Milton: Hoje em dia, nós temos mais acesso, mais tecnologia, mais conhecimento de como funciona o mundo da música e de como encontrar nossos pares. Além disso, contamos com mais poder para a autogestão. Sendo assim, a diferença é que hoje é possível impactar os pares, caso tenha um bom storyteller capaz de captar atenção.
Agora, falando do lado comportamental, hoje temos mais senso político devido estarmos passando por um turbilhão de mudanças. Igualmente, contamos com um olhar mais apurado, que nos possibilita “entender os porquês”.
Guilherme | Hedflow – Já em sua vida pessoal, como enxerga a influência da música e cena hardcore? Você considera o movimento como uma mera ‘subcultura adolescente’, ou algo realmente importante e transformador?
Milton: O hardcore punk foi o que forjou tudo que sou e acredito. Muitas das coisas que acredito e vivo, aprendi lendo zines, indo em shows, lendo as letras, trocando ideias com as pessoas da comunidade. São coisas que eu nunca aprenderia indo na igreja, na escola ou dentro de casa. Então, para mim, tem sido uma transformação constante.
Guilherme | Hedflow – Felizmente, parece que estamos avançando rumo ao controle da pandemia e reabertura das casas de shows nos próximos meses. Sendo assim, quais os principais planos da banda logo após a normalização?
Milton: Meter uma tour monstra em todos os cantos do Brasil, seja para 10 pessoas ou 1000, com a mesma intensidade e continuar com o plano de abrir mais diálogo e inclusão, trocar ideias e aprender mais sobre a singularidade de cada um dentro da comunidade.

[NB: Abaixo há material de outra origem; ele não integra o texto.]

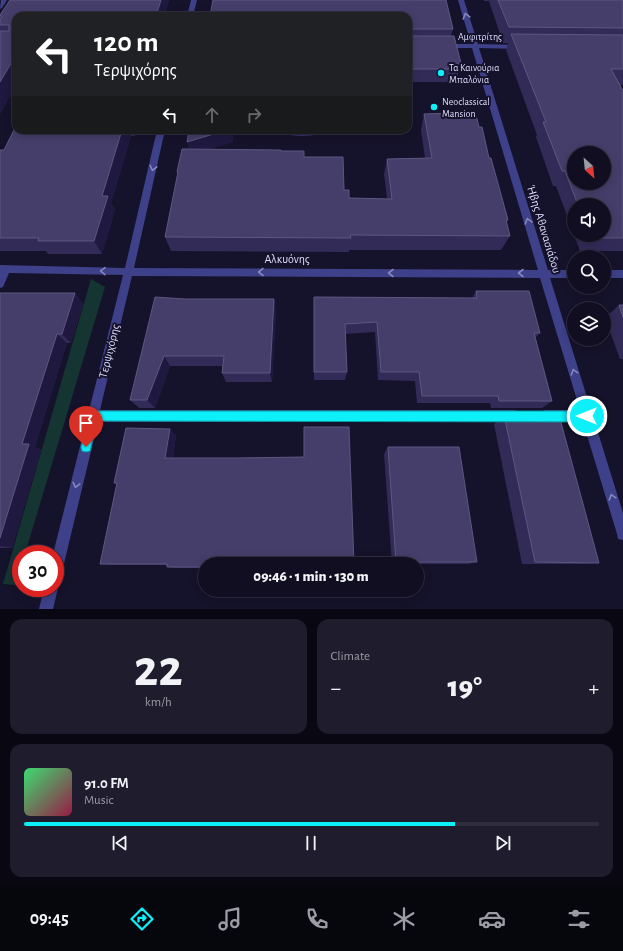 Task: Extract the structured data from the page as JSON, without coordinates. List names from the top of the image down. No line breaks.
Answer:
{"streets":{"street":["Αμφιτρίτης","Ήβης Αθανασιάδου","Αλκυόνης","Τερψιχόρης"]},"crossings":[["Αμφιτρίτης","Ήβης Αθανασιάδου"],["Ήβης Αθανασιάδου","Αλκυόνης"],["Αλκυόνης","Τερψιχόρης"]],"one_way":["Ήβης Αθανασιάδου","Αλκυόνης","Τερψιχόρης"],"places":["Τα Καινούρια Μπαλόνια","Neoclassical Mansion"],"north":"bottom right","page":{"turn":["120 m","Τερψιχόρης"],"limit":"30","trip":"09:46 · 1 min · 130 m","tile":[["22","km/h"],"Climate"],"heat":["−","19°","+"],"song":["91.0 FM","Music"],"tabs":"09:45"}} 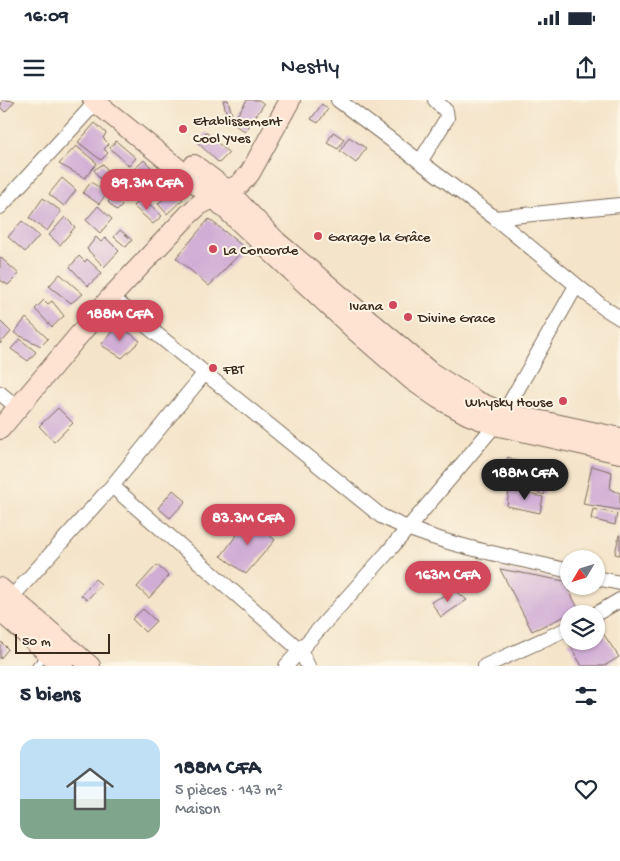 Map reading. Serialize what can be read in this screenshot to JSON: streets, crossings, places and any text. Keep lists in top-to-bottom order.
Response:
{
  "places": [
    "Etablissement Cool Yves",
    "Garage la Grâce",
    "La Concorde",
    "Ivana",
    "Divine Grace",
    "FBT",
    "Whysky House"
  ],
  "scale_bar": "50 m",
  "north": "bottom left",
  "page": {
    "status": "16:09",
    "header": "Nestly",
    "price": [
      "89.3M CFA",
      "188M CFA",
      "188M CFA",
      "83.3M CFA",
      "163M CFA"
    ],
    "scale": "50 m",
    "heading": "5 biens",
    "list": [
      {
        "name": "188M CFA",
        "note": "5 pièces · 143 m² · Maison"
      }
    ]
  }
} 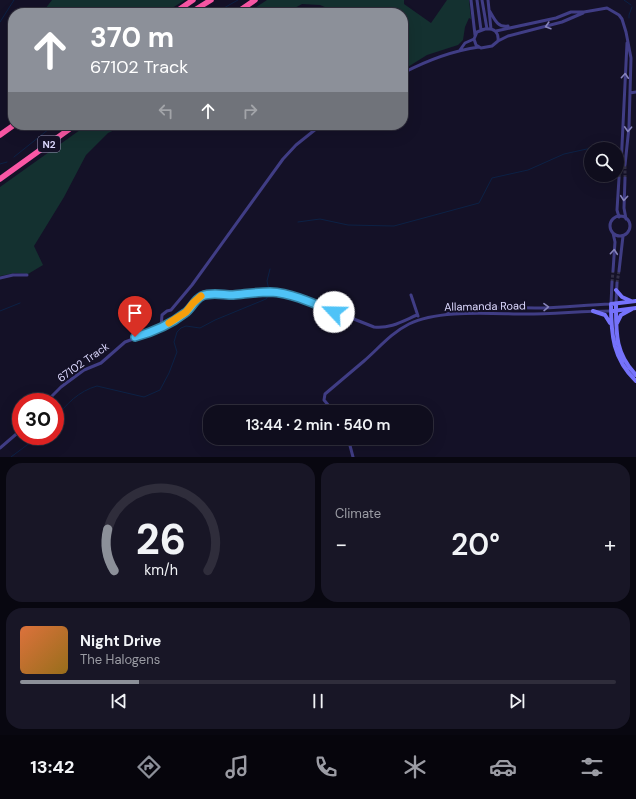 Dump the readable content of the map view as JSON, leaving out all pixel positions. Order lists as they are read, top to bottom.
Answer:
{
  "streets": {
    "highway": ["N2"],
    "street": ["Allamanda Road", "67102 Track"]
  },
  "page": {
    "turn": ["370 m", "67102 Track"],
    "limit": "30",
    "trip": "13:44 · 2 min · 540 m",
    "tile": "Climate",
    "heat": ["−", "20°", "+"],
    "song": ["Night Drive", "The Halogens"],
    "tabs": "13:42",
    "gauge": ["26", "km/h"]
  }
}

Guilherme | Hedflow – Ainda comentando sobre a pandemia, você imagina que haverá alguma mudança significativa no comportamento do público quando os clubes retornarem suas atividades?
Milton: Eu ainda não tenho uma certeza sobre o futuro, já que a cada hora eu crio idealizações de futuro – que variam entre o otimismo e o pessimismo – e sigo assim. Hoje, por exemplo, estou otimista e acho que todo show de qualquer banda será sold out, e espero estar certo no futuro próximo.
Guilherme | Hedflow – Para finalizar: há alguma banda ou artista que você tenha ouvido recentemente e gostaria de recomendar?
Milton: Eu to esperando muitos álbuns de bandas de amigos da comunidade, acredito que geral está esperando a situação melhorar a ponto de cair na estrada. Tenho ouvido muito outros tipos de sons, muito Hip Hop, bandas de artistas mais melódicos por estar estudando muito canto para apresentar um novo eu, mas vou aproveitar o espaço para divulgar bandas que acredito que todo mundo deveria dar uma atenção: Mee, Escombro, Institution, Mais que Palavras, Superbrava, Bullet Bane, Pense, Glória, One true reason, Zander, Plastic Fire, Paura, Questions, Apto Vulgar, NDR, Circus, Manual, Dead Fish, Garage Fuzz, CPM22, Violet Soda, Metade de Mim, Colligere, Wakelate, John Wayne… são diversas bandas legais, para todos os gosto, uma pequena parcela de um grande cenário que acontece aqui no Brasil
Guilherme | Hedflow – Milton, novamente, obrigado pela oportunidade. Vemo-nos nos shows em breve, assim que tudo voltar ao normal. Por favor, mande uma mensagem aos nossos leitores.
Milton: Obrigado demais pelo espaço e principalmente que esteja lendo até aqui, obrigado demais pelo espaço de coração e continue acompanhando o BSK nas mídias, vai valer a pena e continuem se cuidado para logo menos estaremos todos juntos, força para todos e todas. Não estamos sós.